::: Supplied data :::

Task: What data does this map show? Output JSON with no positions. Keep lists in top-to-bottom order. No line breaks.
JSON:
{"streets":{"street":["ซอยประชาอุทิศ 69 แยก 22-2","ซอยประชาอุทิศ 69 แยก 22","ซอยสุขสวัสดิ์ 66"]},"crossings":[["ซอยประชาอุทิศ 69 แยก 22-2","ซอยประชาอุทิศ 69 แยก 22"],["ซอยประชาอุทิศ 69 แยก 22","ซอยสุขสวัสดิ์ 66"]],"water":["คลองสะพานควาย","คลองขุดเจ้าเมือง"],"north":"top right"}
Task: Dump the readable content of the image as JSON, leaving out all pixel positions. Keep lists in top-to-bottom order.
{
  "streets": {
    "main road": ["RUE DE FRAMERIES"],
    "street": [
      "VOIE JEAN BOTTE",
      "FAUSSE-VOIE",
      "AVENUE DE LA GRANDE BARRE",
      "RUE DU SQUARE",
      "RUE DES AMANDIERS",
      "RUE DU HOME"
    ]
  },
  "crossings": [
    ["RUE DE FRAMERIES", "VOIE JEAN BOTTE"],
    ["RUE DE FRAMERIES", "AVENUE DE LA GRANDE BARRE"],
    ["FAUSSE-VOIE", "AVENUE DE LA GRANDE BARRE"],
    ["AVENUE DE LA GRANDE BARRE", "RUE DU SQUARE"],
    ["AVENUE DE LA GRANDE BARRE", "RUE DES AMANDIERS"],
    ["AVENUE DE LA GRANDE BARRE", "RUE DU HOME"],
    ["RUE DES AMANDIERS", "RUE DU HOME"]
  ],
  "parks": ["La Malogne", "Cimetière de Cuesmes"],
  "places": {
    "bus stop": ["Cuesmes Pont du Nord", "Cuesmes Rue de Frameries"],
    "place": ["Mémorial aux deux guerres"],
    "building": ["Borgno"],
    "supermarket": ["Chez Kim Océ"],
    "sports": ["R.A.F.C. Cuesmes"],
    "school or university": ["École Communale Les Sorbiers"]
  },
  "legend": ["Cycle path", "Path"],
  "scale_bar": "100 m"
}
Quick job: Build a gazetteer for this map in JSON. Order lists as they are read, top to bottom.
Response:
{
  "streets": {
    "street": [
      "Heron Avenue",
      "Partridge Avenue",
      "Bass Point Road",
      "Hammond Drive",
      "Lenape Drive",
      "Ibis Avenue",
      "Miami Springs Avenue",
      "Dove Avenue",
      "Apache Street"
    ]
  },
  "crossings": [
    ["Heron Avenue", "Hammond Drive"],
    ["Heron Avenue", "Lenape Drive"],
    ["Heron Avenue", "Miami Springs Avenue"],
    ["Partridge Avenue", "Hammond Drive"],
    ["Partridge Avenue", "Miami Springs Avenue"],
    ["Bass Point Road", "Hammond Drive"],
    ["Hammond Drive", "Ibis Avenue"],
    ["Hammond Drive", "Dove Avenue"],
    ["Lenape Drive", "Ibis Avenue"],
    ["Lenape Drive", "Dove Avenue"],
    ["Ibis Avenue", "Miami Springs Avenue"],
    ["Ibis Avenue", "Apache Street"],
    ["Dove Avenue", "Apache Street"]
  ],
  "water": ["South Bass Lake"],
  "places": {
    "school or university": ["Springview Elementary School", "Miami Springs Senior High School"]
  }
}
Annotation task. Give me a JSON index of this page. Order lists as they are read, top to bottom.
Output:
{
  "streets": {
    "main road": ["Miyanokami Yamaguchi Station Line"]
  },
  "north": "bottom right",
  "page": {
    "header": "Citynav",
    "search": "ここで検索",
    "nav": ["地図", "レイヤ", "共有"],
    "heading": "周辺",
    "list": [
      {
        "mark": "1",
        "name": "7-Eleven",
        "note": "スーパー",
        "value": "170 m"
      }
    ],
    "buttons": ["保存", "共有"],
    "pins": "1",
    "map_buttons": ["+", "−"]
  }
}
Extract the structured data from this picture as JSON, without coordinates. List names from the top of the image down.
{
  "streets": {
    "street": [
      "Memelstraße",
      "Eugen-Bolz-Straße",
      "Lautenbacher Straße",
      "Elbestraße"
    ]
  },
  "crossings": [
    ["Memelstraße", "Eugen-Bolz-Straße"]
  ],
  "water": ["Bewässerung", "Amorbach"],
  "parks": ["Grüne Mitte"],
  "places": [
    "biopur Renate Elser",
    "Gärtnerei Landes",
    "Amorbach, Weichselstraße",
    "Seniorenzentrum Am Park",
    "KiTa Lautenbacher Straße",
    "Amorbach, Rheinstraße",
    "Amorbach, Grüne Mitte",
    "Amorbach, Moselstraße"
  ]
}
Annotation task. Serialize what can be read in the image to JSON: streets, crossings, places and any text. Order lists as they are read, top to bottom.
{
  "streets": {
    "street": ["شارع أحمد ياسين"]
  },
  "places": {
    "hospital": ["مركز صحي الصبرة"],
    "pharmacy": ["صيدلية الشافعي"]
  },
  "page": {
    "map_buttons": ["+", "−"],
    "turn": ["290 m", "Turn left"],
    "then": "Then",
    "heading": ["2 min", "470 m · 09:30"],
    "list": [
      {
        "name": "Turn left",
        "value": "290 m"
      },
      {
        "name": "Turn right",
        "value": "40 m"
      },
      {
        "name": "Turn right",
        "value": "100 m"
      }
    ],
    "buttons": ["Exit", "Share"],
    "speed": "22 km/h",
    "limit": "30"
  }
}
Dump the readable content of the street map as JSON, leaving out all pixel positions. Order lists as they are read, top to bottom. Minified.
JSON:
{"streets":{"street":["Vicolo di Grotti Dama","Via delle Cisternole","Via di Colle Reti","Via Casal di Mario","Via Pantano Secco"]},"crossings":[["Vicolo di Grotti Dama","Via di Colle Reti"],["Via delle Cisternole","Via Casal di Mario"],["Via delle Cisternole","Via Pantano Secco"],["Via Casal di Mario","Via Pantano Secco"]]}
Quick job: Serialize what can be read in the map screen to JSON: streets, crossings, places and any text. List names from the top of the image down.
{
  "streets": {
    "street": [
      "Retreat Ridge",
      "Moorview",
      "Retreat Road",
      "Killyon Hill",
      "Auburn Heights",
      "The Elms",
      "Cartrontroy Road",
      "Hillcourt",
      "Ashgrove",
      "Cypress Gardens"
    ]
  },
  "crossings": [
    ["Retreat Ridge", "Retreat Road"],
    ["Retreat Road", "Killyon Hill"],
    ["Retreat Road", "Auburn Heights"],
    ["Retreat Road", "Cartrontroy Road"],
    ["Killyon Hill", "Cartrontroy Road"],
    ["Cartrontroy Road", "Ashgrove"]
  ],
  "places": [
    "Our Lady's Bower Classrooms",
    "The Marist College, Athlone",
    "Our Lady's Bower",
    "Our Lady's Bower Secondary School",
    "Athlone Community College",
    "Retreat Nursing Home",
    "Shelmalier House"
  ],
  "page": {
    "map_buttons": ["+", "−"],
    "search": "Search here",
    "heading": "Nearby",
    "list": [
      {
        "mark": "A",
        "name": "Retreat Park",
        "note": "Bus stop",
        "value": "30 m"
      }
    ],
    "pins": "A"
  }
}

:::

Task to complete -> Print every record above. Keep each one exactly as it is.

Written reply ->
Task: What data does this map show? Output JSON with no positions. Keep lists in top-to-bottom order. No line breaks.
JSON:
{"streets":{"street":["ซอยประชาอุทิศ 69 แยก 22-2","ซอยประชาอุทิศ 69 แยก 22","ซอยสุขสวัสดิ์ 66"]},"crossings":[["ซอยประชาอุทิศ 69 แยก 22-2","ซอยประชาอุทิศ 69 แยก 22"],["ซอยประชาอุทิศ 69 แยก 22","ซอยสุขสวัสดิ์ 66"]],"water":["คลองสะพานควาย","คลองขุดเจ้าเมือง"],"north":"top right"}
Task: Dump the readable content of the image as JSON, leaving out all pixel positions. Keep lists in top-to-bottom order.
{
  "streets": {
    "main road": ["RUE DE FRAMERIES"],
    "street": [
      "VOIE JEAN BOTTE",
      "FAUSSE-VOIE",
      "AVENUE DE LA GRANDE BARRE",
      "RUE DU SQUARE",
      "RUE DES AMANDIERS",
      "RUE DU HOME"
    ]
  },
  "crossings": [
    ["RUE DE FRAMERIES", "VOIE JEAN BOTTE"],
    ["RUE DE FRAMERIES", "AVENUE DE LA GRANDE BARRE"],
    ["FAUSSE-VOIE", "AVENUE DE LA GRANDE BARRE"],
    ["AVENUE DE LA GRANDE BARRE", "RUE DU SQUARE"],
    ["AVENUE DE LA GRANDE BARRE", "RUE DES AMANDIERS"],
    ["AVENUE DE LA GRANDE BARRE", "RUE DU HOME"],
    ["RUE DES AMANDIERS", "RUE DU HOME"]
  ],
  "parks": ["La Malogne", "Cimetière de Cuesmes"],
  "places": {
    "bus stop": ["Cuesmes Pont du Nord", "Cuesmes Rue de Frameries"],
    "place": ["Mémorial aux deux guerres"],
    "building": ["Borgno"],
    "supermarket": ["Chez Kim Océ"],
    "sports": ["R.A.F.C. Cuesmes"],
    "school or university": ["École Communale Les Sorbiers"]
  },
  "legend": ["Cycle path", "Path"],
  "scale_bar": "100 m"
}
Quick job: Build a gazetteer for this map in JSON. Order lists as they are read, top to bottom.
Response:
{
  "streets": {
    "street": [
      "Heron Avenue",
      "Partridge Avenue",
      "Bass Point Road",
      "Hammond Drive",
      "Lenape Drive",
      "Ibis Avenue",
      "Miami Springs Avenue",
      "Dove Avenue",
      "Apache Street"
    ]
  },
  "crossings": [
    ["Heron Avenue", "Hammond Drive"],
    ["Heron Avenue", "Lenape Drive"],
    ["Heron Avenue", "Miami Springs Avenue"],
    ["Partridge Avenue", "Hammond Drive"],
    ["Partridge Avenue", "Miami Springs Avenue"],
    ["Bass Point Road", "Hammond Drive"],
    ["Hammond Drive", "Ibis Avenue"],
    ["Hammond Drive", "Dove Avenue"],
    ["Lenape Drive", "Ibis Avenue"],
    ["Lenape Drive", "Dove Avenue"],
    ["Ibis Avenue", "Miami Springs Avenue"],
    ["Ibis Avenue", "Apache Street"],
    ["Dove Avenue", "Apache Street"]
  ],
  "water": ["South Bass Lake"],
  "places": {
    "school or university": ["Springview Elementary School", "Miami Springs Senior High School"]
  }
}
Annotation task. Give me a JSON index of this page. Order lists as they are read, top to bottom.
Output:
{
  "streets": {
    "main road": ["Miyanokami Yamaguchi Station Line"]
  },
  "north": "bottom right",
  "page": {
    "header": "Citynav",
    "search": "ここで検索",
    "nav": ["地図", "レイヤ", "共有"],
    "heading": "周辺",
    "list": [
      {
        "mark": "1",
        "name": "7-Eleven",
        "note": "スーパー",
        "value": "170 m"
      }
    ],
    "buttons": ["保存", "共有"],
    "pins": "1",
    "map_buttons": ["+", "−"]
  }
}
Extract the structured data from this picture as JSON, without coordinates. List names from the top of the image down.
{
  "streets": {
    "street": [
      "Memelstraße",
      "Eugen-Bolz-Straße",
      "Lautenbacher Straße",
      "Elbestraße"
    ]
  },
  "crossings": [
    ["Memelstraße", "Eugen-Bolz-Straße"]
  ],
  "water": ["Bewässerung", "Amorbach"],
  "parks": ["Grüne Mitte"],
  "places": [
    "biopur Renate Elser",
    "Gärtnerei Landes",
    "Amorbach, Weichselstraße",
    "Seniorenzentrum Am Park",
    "KiTa Lautenbacher Straße",
    "Amorbach, Rheinstraße",
    "Amorbach, Grüne Mitte",
    "Amorbach, Moselstraße"
  ]
}
Annotation task. Serialize what can be read in the image to JSON: streets, crossings, places and any text. Order lists as they are read, top to bottom.
{
  "streets": {
    "street": ["شارع أحمد ياسين"]
  },
  "places": {
    "hospital": ["مركز صحي الصبرة"],
    "pharmacy": ["صيدلية الشافعي"]
  },
  "page": {
    "map_buttons": ["+", "−"],
    "turn": ["290 m", "Turn left"],
    "then": "Then",
    "heading": ["2 min", "470 m · 09:30"],
    "list": [
      {
        "name": "Turn left",
        "value": "290 m"
      },
      {
        "name": "Turn right",
        "value": "40 m"
      },
      {
        "name": "Turn right",
        "value": "100 m"
      }
    ],
    "buttons": ["Exit", "Share"],
    "speed": "22 km/h",
    "limit": "30"
  }
}
Dump the readable content of the street map as JSON, leaving out all pixel positions. Order lists as they are read, top to bottom. Minified.
JSON:
{"streets":{"street":["Vicolo di Grotti Dama","Via delle Cisternole","Via di Colle Reti","Via Casal di Mario","Via Pantano Secco"]},"crossings":[["Vicolo di Grotti Dama","Via di Colle Reti"],["Via delle Cisternole","Via Casal di Mario"],["Via delle Cisternole","Via Pantano Secco"],["Via Casal di Mario","Via Pantano Secco"]]}
Quick job: Serialize what can be read in the map screen to JSON: streets, crossings, places and any text. List names from the top of the image down.
{
  "streets": {
    "street": [
      "Retreat Ridge",
      "Moorview",
      "Retreat Road",
      "Killyon Hill",
      "Auburn Heights",
      "The Elms",
      "Cartrontroy Road",
      "Hillcourt",
      "Ashgrove",
      "Cypress Gardens"
    ]
  },
  "crossings": [
    ["Retreat Ridge", "Retreat Road"],
    ["Retreat Road", "Killyon Hill"],
    ["Retreat Road", "Auburn Heights"],
    ["Retreat Road", "Cartrontroy Road"],
    ["Killyon Hill", "Cartrontroy Road"],
    ["Cartrontroy Road", "Ashgrove"]
  ],
  "places": [
    "Our Lady's Bower Classrooms",
    "The Marist College, Athlone",
    "Our Lady's Bower",
    "Our Lady's Bower Secondary School",
    "Athlone Community College",
    "Retreat Nursing Home",
    "Shelmalier House"
  ],
  "page": {
    "map_buttons": ["+", "−"],
    "search": "Search here",
    "heading": "Nearby",
    "list": [
      {
        "mark": "A",
        "name": "Retreat Park",
        "note": "Bus stop",
        "value": "30 m"
      }
    ],
    "pins": "A"
  }
}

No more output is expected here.